Geographies of alienation/alienating geographies

Jay Emery (University of Leicester) and Katy Bennett (University of Leicester)

This session aims to initiate a geographical research agenda focussed on the concept of alienation. We are often told by the media and political figures that certain demographics and the places they inhabit are alienated, and that political institutions, societies or spaces are alienating. Moreover, these alienations are claimed to be generative of the populist politics and democratic ruptures of recent times. Harvey (2018), in a Marxian framework of alienation (or estrangement), has recently argued that alienation is so widespread as to be ‘universal,’ suggesting that neoliberal political economies are at the root of this malaise. Conversely, geographers often use alienation as a descriptor for the opposite or absence of belonging. Like belonging, alienation has affective and emotional dimensions, as a feeling or sense of being ‘out of place,’ excluded or ‘othered’ (TenHouten, 2015). However, alienation is rarely defined or theorised, and little is understood about how alienation is formed, its affective intensities or its relationship to belonging. Despite the nebulousness of the concept, alienation has clear geographical dimensions, capacities and framings and geographers should have plenty to contribute in developing understandings of alienation, working toward its alleviation.
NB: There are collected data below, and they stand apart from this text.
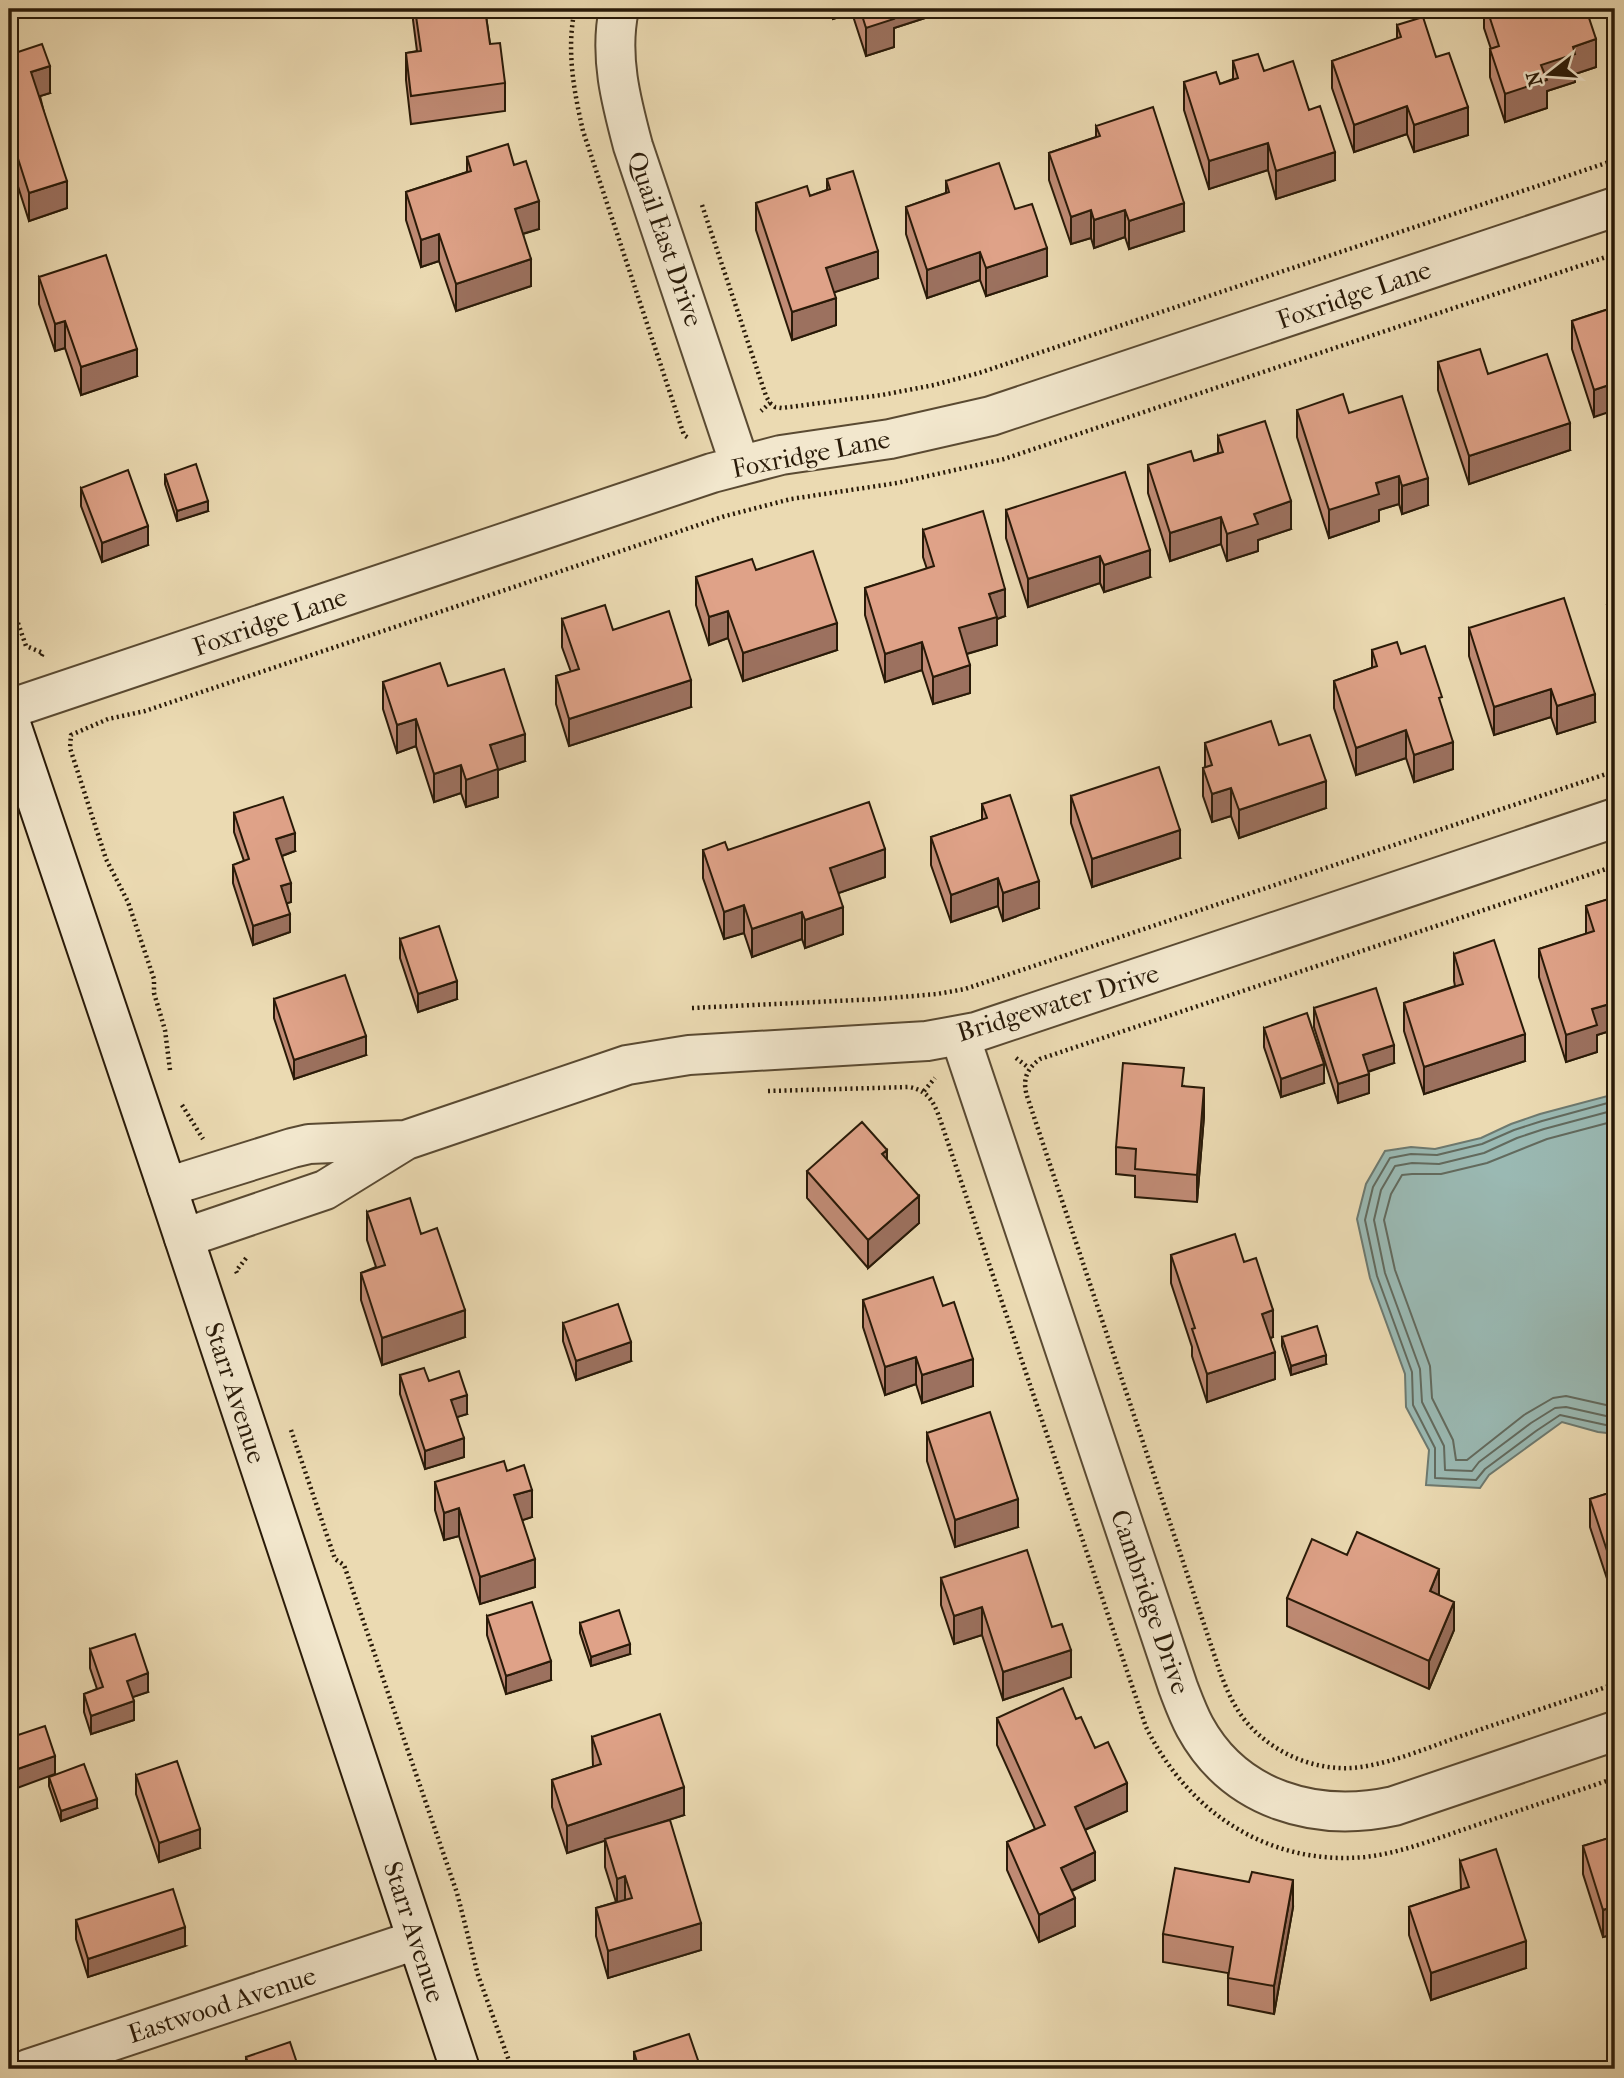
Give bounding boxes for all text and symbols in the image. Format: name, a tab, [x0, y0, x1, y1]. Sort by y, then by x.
north arrow	[1516, 38, 1586, 108]
text: N	[1522, 68, 1547, 89]
street label: Quail East Drive	[621, 147, 710, 331]
street label: Foxridge Lane	[1273, 254, 1435, 336]
street label: Foxridge Lane	[729, 423, 893, 485]
street label: Foxridge Lane	[189, 581, 351, 663]
street label: Bridgewater Drive	[953, 958, 1163, 1048]
street label: Starr Avenue	[198, 1319, 272, 1468]
street label: Cambridge Drive	[1104, 1506, 1196, 1698]
street label: Starr Avenue	[377, 1858, 451, 2007]
street label: Eastwood Avenue	[124, 1960, 320, 2050]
Empirical, analytical and theoretical papers are invited for a paper session, possibly ending with a short panel discussion between presenters. Abstracts could include, but are not limited to:

  • critical genealogies of alienation in academic inquiry.
  • the politics of alienation.
  • analytical and empirical papers on geographies of alienation or alienating geographies.
  • alienation and race, gender, class and/or sexuality.
  • a working toward a geographical conceptualisation of alienation.
  • the affective dimensions, dynamics and intensities of alienation.
  • how is alienation, perceived or tangible, being operationalised within political and social movements.
  • the relationship between memory, lived experience and alienation.